Großer Ruhm, Ehrungen, Scharen von Freunden hatten es nicht vermocht, viele Genies aus den Klauen dieser Depression zu reißen, und jedes Jahr packte sie Tausende von Menschen meines Schlages, über die nichts in der Zeitung stand und die das auch nicht wollten. Wahrscheinlich war diese Depression eine Krankheit wie die Gelbsucht, und eines Tages würde man die Menschen sicher im Kindesalter dagegen impfen. Ich mußte wohl noch froh sein, daß sie bei mir nicht in ihrer akuten Form ausgebrochen war; dann streckt sie wie ein Tintenfisch die Tentakel aus und saugt das letzte Restchen Geist und Mut aus dem Körper, bis das Leben buchstäblich unerträglich geworden ist und einem der letzte Sprung plötzlich als der einzige logische, erlösende Ausweg bleibt.

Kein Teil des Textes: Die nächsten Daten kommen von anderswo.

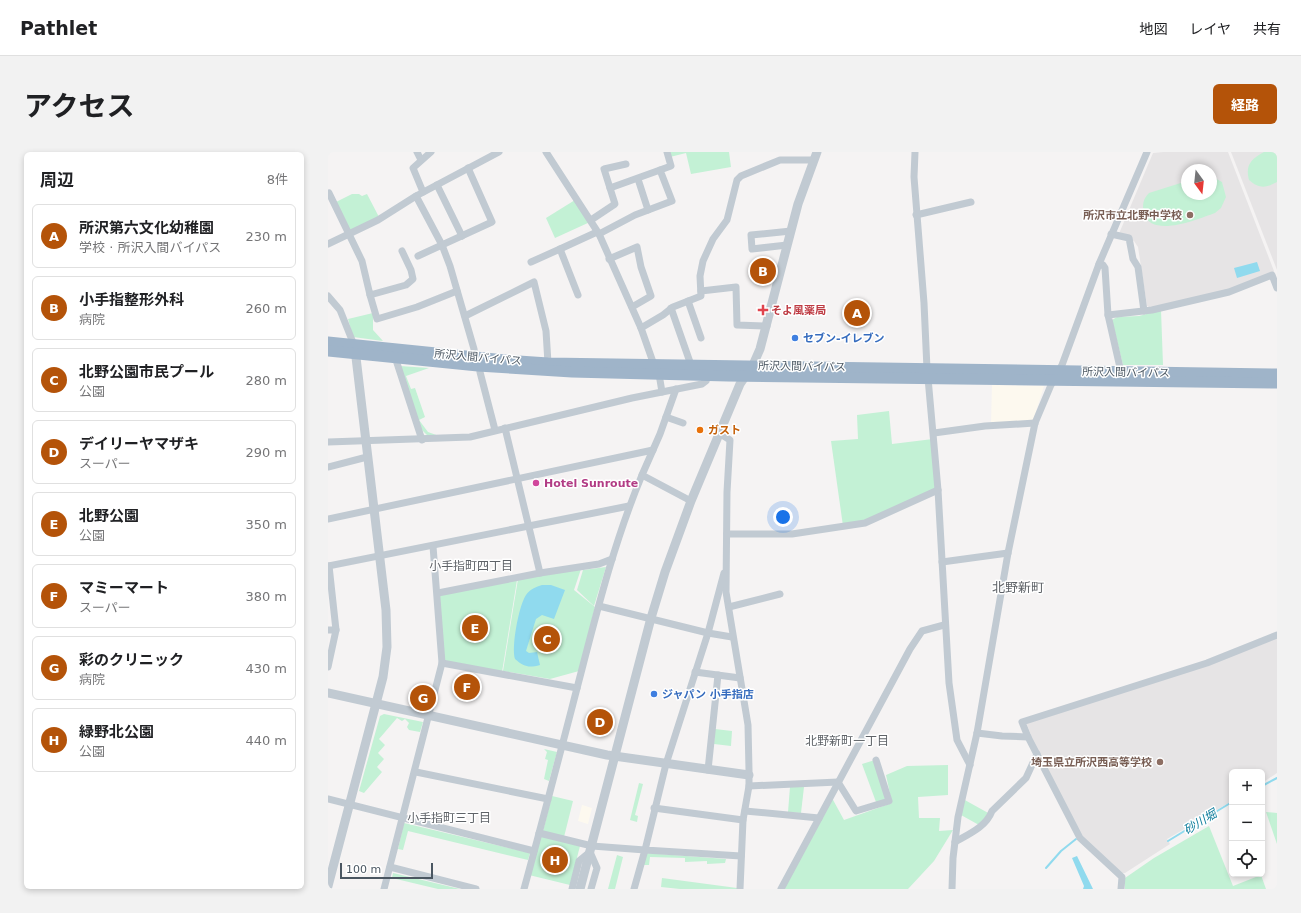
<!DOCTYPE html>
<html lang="ja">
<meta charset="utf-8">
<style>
body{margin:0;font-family:"DejaVu Sans","Noto Sans JP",sans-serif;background:#f2f2f2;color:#202124}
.controls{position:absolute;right:12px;bottom:12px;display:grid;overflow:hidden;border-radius:6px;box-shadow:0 2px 6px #0003}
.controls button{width:36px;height:36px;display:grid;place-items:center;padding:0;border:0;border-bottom:1px solid #e0e0e0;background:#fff;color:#202124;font:20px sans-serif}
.compass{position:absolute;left:853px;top:12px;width:36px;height:36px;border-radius:50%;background:#fff;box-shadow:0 2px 6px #0003;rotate:165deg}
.scale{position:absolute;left:12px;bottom:10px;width:93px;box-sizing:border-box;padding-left:4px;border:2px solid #4a5661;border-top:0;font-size:11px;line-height:14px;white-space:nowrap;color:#4a5661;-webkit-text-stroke:3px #fff;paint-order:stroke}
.you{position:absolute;left:455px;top:365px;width:14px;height:14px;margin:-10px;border:3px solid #fff;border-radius:50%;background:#1a73e8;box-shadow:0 0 0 6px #1a73e833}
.badge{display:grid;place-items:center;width:26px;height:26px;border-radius:50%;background:#b45309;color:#fff;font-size:13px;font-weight:700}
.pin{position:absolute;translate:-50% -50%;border:2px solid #fff;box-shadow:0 1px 4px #0006}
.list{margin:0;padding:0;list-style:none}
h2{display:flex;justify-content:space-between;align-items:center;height:52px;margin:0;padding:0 16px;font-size:17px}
h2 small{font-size:13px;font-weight:400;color:#757577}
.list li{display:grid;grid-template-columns:26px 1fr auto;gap:12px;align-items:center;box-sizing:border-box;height:64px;margin:0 8px 8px;padding:0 8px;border:1px solid #e0e0e0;border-radius:6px}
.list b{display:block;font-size:15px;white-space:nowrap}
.list p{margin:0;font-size:13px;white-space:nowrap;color:#757577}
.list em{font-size:13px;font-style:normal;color:#757577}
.icon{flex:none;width:22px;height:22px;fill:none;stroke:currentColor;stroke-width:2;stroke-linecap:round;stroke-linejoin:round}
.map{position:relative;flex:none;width:949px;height:737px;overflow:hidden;border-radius:6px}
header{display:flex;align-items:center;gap:24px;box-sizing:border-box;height:56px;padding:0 20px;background:#fff;border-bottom:1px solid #e0e0e0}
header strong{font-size:19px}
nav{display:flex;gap:22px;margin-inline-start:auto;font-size:14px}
.intro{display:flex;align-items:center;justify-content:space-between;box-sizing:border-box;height:96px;padding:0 24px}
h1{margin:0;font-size:28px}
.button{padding:10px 18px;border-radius:6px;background:#b45309;color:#fff;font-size:14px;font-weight:700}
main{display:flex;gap:24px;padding:0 24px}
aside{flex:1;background:#fff;border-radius:6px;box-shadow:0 2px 6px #0003}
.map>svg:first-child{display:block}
</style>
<header>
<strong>Pathlet</strong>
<nav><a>地図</a><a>レイヤ</a><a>共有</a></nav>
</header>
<div class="intro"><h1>アクセス</h1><a class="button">経路</a></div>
<main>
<aside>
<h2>周辺<small>8件</small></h2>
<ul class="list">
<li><span class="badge">A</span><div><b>所沢第六文化幼稚園</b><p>学校 · 所沢入間バイパス</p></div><em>230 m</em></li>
<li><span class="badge">B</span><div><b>小手指整形外科</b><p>病院</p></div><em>260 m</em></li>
<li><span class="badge">C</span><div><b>北野公園市民プール</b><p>公園</p></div><em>280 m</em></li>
<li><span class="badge">D</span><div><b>デイリーヤマザキ</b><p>スーパー</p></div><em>290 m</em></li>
<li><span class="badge">E</span><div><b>北野公園</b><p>公園</p></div><em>350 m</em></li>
<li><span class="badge">F</span><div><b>マミーマート</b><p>スーパー</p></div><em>380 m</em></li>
<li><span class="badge">G</span><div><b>彩のクリニック</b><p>病院</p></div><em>430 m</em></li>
<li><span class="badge">H</span><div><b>緑野北公園</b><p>公園</p></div><em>440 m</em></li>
</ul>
</aside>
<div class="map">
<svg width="949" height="737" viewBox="0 0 949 737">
<rect width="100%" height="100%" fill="#f5f3f3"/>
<!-- commercial -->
<g fill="#fdf9ef">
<polygon points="664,233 716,234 705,269 663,271"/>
<polygon points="254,653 264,656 260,672 250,669"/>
</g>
<!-- education -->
<g fill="#e6e4e5" fill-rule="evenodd">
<path d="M835,0H900L946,119L944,126L826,157L819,154L810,95L806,89L790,84L825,1ZM859,18H883V42H859Z"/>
<polygon points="903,0 949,0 949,118"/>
<polygon points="949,485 949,621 934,631 934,620 904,620 904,649 839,687 842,692 797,721 794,721 755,687 709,599 698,570"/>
</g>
<!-- green -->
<g fill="#c3f1d5">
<polygon points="340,0 401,0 403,15 363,22 358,1 342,5"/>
<path d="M936,0H949V30C938,36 931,37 921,28C917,13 923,7 936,0Z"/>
<path d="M883,24L894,30L898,45L893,56L887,61C870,67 823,87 816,61C814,53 815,47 821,41L859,29V42H883Z"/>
<polygon points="24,42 31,42 34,44 39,42 51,65 23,80 8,50"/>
<polygon points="247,48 262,70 227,86 218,66"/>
<polygon points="833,158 835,213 795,213 784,168 789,165 811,164"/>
<polygon points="45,161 45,178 55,189 25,185 20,167"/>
<polygon points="72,214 101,216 78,224 83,237 87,236 97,265 91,268 100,280 111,284 100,284 93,277"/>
<polygon points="561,259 564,292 605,287 609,336 537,371 515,374 503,289 530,287 529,263"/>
<polygon points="278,415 266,454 249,438 255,418"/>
<polygon points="253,417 246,438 267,455 251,519 222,527 175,519 190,427"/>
<polygon points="189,428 174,520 116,510 111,442"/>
<polygon points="56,562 95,570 92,580 81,578 79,575 81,571 77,567 74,569 69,566 51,587 57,593 50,601 56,607 49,615 54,620 36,641 31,639 52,564"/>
<polygon points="387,577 404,579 403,594 386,592"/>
<polygon points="216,597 229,600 221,629 216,627 220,608 217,607 219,600"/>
<polygon points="547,608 559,647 548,650 534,612"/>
<polygon points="620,613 620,643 590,645 591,666 612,666 611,679 625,678 606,709 580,737 455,737 504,646 516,668 564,651 558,623 579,614"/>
<polygon points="311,631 315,632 307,663 310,664 309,670 302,668"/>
<polygon points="462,635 476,635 473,661 460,660"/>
<polygon points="224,644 245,649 236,685 215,679"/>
<polygon points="635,647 662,662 651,673 633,663"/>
<polygon points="938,660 949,661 949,692"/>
<polygon points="76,671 202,701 200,708 80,679 75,698 70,697"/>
<polygon points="881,674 905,734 933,723 938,737 797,737 797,726 826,706"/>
<polygon points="212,683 252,694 242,733 201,723"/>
<polygon points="318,701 398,707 397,711 379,712 379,709 357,710 357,706 322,705 321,713 315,713"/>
<polygon points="289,703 295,705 287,737 280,737"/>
<polygon points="65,721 132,737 110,737 64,726"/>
<polygon points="334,726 409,736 409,737 352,737 333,735"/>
</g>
<!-- water -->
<g fill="#90daee">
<polygon points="929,110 932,119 909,126 906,116"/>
<path d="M214,433H223L237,438L226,467L214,463L208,467L198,499L201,501L209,500L212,513C201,516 196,515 187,507C183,495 191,453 198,443C202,437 208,435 214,433Z"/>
<polygon points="749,704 765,737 755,737 756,734 744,706"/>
</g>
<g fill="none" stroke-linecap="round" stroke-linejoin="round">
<!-- stream -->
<g stroke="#90daee" stroke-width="2">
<polyline points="934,634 949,626"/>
<polyline points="840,689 904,650"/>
<polyline points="718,716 733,699 748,687"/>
</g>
<!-- minor -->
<g stroke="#c1cad2" stroke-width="7">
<polyline points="89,0 93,8"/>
<polyline points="218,0 271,82 313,176 326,213"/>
<polyline points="587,0 586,25 596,151 599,217"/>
<polyline points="310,27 320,58"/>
<polyline points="109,33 134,84"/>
<polyline points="282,36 332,18"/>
<polyline points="95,40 85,16 103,0"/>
<polyline points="1,41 34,109 42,143 78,133 85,127 83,118 74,99"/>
<polyline points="88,44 114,93 122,114 146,197 147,205"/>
<polyline points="588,63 643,50"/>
<polyline points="263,68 287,52 276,17 298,12"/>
<polyline points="271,82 307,63 344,49 332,18 343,14 339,0"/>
<polyline points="783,82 801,86 805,107 810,115 816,159"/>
<polyline points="0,92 50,68 88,44 171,0"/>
<polyline points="459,93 424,97 423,83 463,79"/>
<polyline points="232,97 269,80"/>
<polyline points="90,104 164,70 140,16"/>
<polyline points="281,107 309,95 313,115 323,144 304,155"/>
<polyline points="203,110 232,97 250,143"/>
<polyline points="771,112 775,113 777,116 780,163"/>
<polyline points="373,139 408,135 409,173 439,174"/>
<polyline points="42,143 49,167 89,155 129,139"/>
<polyline points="0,144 12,158 26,193"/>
<polyline points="360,149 373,186"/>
<polyline points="343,156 363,213"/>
<polyline points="137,164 206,130 218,179 220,211"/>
<polyline points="313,176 335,163 345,155 373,144 372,124 375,109 385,87 399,68 409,28 413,24 452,8 486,8"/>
<polyline points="67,205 94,288"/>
<polyline points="152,220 167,278"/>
<polyline points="793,220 780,163 824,158 901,140 944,123 949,136"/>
<polyline points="331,222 334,240"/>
<polyline points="600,226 610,338 621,531 629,588 642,613"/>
<polyline points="348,237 332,282 314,323 363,349"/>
<polyline points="338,265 355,271"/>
<polyline points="177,276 212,421 271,412 284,407"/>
<polyline points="391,281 402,288 399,340 398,440 420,573 421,618 421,634 415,668 412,737"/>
<polyline points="606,281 657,274 707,271"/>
<polyline points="0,290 142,285 304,246 374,232 378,229"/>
<polyline points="0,315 39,305"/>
<polyline points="0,367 325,298"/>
<polyline points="399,382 464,382 537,371 610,338"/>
<polyline points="614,410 680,401"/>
<polyline points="0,414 301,354"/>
<polyline points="396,421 380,481 338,612 317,698 413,704"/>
<polyline points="110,441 212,421"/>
<polyline points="271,454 380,481 404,485"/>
<polyline points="401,455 452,442"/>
<polyline points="0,478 8,478"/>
<polyline points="114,511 249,536"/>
<polyline points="0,515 8,478 1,414"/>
<polyline points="367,520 412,526"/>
<polyline points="649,581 674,584 700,585"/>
<polyline points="380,618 390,523"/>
<polyline points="88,620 220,647"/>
<polyline points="421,634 510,630 528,659 561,649 548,608"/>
<polyline points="0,647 206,699"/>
<polyline points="326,656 415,668"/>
<polyline points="417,659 491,666"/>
<polyline points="211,681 264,694 317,698 306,737"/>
<path d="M627,690C641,682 658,675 664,659L698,626L709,602"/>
<polyline points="62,715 148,737"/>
<polyline points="56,737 114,511 105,394"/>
<path d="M196,737C216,664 235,590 254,517C271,451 288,385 314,323"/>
<polyline points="244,737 251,709 262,700 269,716 263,737"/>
<polyline points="453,737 582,497 594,479 616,473"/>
<polyline points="624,737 625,706 630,665 649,581 680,401 707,271 723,233 734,213 771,112 819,0"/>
<polyline points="793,737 794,725 752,686 700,585 694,570 879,511 949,483"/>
</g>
<!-- tertiary -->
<g stroke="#c1cad2" stroke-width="9">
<polyline points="0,541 279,603 421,623"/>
<polyline points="0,734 55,525 59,495 58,458 27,197"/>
<polyline points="252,737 323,466 337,420 363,349 412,232 425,213 432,197 470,52 489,0"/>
</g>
<!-- trunk -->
<g stroke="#9fb4c9" stroke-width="11">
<polyline points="0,190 177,208 220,211 949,222"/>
<polyline points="0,199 150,214 244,220 400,224 949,231"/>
</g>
</g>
<!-- markers -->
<g fill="#8d6e63" stroke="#fff" stroke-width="1.5">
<circle cx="862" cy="63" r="4"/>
<circle cx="832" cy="610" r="4"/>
</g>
<path fill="#e0444e" stroke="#fff" stroke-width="1.5" d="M433 152h4v4h4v4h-4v4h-4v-4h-4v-4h4z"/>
<g fill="#3f7fe0" stroke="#fff" stroke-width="1.5">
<circle cx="467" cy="186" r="4"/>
<circle cx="326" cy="542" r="4"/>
</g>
<circle fill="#e8710a" stroke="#fff" stroke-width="1.5" cx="372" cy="278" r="4"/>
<circle fill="#d1479c" stroke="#fff" stroke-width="1.5" cx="208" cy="331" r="4"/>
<g text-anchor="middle" stroke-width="3" stroke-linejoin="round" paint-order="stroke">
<!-- education labels -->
<g font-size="11" font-weight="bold" fill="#785e54" stroke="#fff" text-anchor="end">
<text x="854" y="67">所沢市立北野中学校</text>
<text x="824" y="614">埼玉県立所沢西高等学校</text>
</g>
<!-- health labels -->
<g font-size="11" font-weight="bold" fill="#be3a42" stroke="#fff" text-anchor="start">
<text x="443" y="162">そよ風薬局</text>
</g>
<!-- shop labels -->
<g font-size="11" font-weight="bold" fill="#366cbe" stroke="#fff" text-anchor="start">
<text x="475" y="190">セブン-イレブン</text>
<text x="334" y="546">ジャパン 小手指店</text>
</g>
<!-- street labels -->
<g font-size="11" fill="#4a5661" stroke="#fff">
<text transform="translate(150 205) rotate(5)" y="4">所沢入間バイパス</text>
<text transform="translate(474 214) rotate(1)" y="4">所沢入間バイパス</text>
<text transform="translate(798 220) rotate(1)" y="4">所沢入間バイパス</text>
</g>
<!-- food labels -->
<g font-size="11" font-weight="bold" fill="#c56008" stroke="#fff" text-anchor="start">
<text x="380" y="282">ガスト</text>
</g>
<!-- hotel labels -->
<g font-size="11" font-weight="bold" fill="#b23c85" stroke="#fff" text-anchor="start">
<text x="216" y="335">Hotel Sunroute</text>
</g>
<!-- neighbourhood labels -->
<g font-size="12" fill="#5f6368" stroke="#fff">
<text x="143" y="418">小手指町四丁目</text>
<text x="519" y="593">北野新町一丁目</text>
<text x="121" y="670">小手指町三丁目</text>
</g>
<!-- water labels -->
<g font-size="12" font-style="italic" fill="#0c7c9b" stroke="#fff">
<text transform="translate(872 670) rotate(-31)" y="4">砂川堀</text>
</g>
<!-- quarter labels -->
<g font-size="13" fill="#5f6368" stroke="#fff">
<text x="690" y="440">北野新町</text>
</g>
</g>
</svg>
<div class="controls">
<button>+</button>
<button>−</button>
<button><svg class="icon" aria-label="locate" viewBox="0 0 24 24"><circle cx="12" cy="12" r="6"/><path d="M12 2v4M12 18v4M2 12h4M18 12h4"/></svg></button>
</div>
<svg class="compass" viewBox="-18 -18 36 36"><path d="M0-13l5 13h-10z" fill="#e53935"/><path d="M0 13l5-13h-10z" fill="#757577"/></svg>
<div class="scale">100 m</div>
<div class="you"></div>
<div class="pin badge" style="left:529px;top:161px">A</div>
<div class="pin badge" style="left:435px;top:119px">B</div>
<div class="pin badge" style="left:219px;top:487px">C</div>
<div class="pin badge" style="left:272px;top:570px">D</div>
<div class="pin badge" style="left:147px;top:476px">E</div>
<div class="pin badge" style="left:139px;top:535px">F</div>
<div class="pin badge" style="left:95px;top:546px">G</div>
<div class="pin badge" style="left:227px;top:708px">H</div>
</div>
</main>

Das wollte ich nicht erleben, wenn ich es verhindern konnte. Nein, das nicht!

Das Motel >Vacationer< lag gleich am Strand. Das leise Rauschen des Pazifiks untermalte die Geräuschkulisse aus Transistorradios, Klimaanlage, gedämpftem Geplauder, Kinderlachen und Autolärm. Zum Meer hin waren keine Zimmer mehr frei. Walt und ich wohnten nebeneinander und blickten auf den Parkplatz hinaus.

Als ich ankam, waren Eunice und Lynnie ausgegangen, und als Walt etwa um sechs Uhr ankam, waren sie immer noch nicht zurück. Ich ging mit ihm hinunter in die Bar, um vor dem Abendessen noch ein Glas zu trinken. Für Eunice hatte ich eine Nachricht beim Empfang hinterlassen, aber ich hatte Walt nichts davon verraten, daß sie auch hier war. Als er sie mit Lynnie dasitzen sah, blieb er wie vor den Kopf geschlagen stehen. Dann warf er mir einen bösen Blick des Abscheus und des Ärgers zu. Wenn ich ihm gesagt hätte, daß sie bei uns sein würde, wäre er nicht gekommen. Er wußte, daß ich das wußte. Sein Zorn war also berechtigt.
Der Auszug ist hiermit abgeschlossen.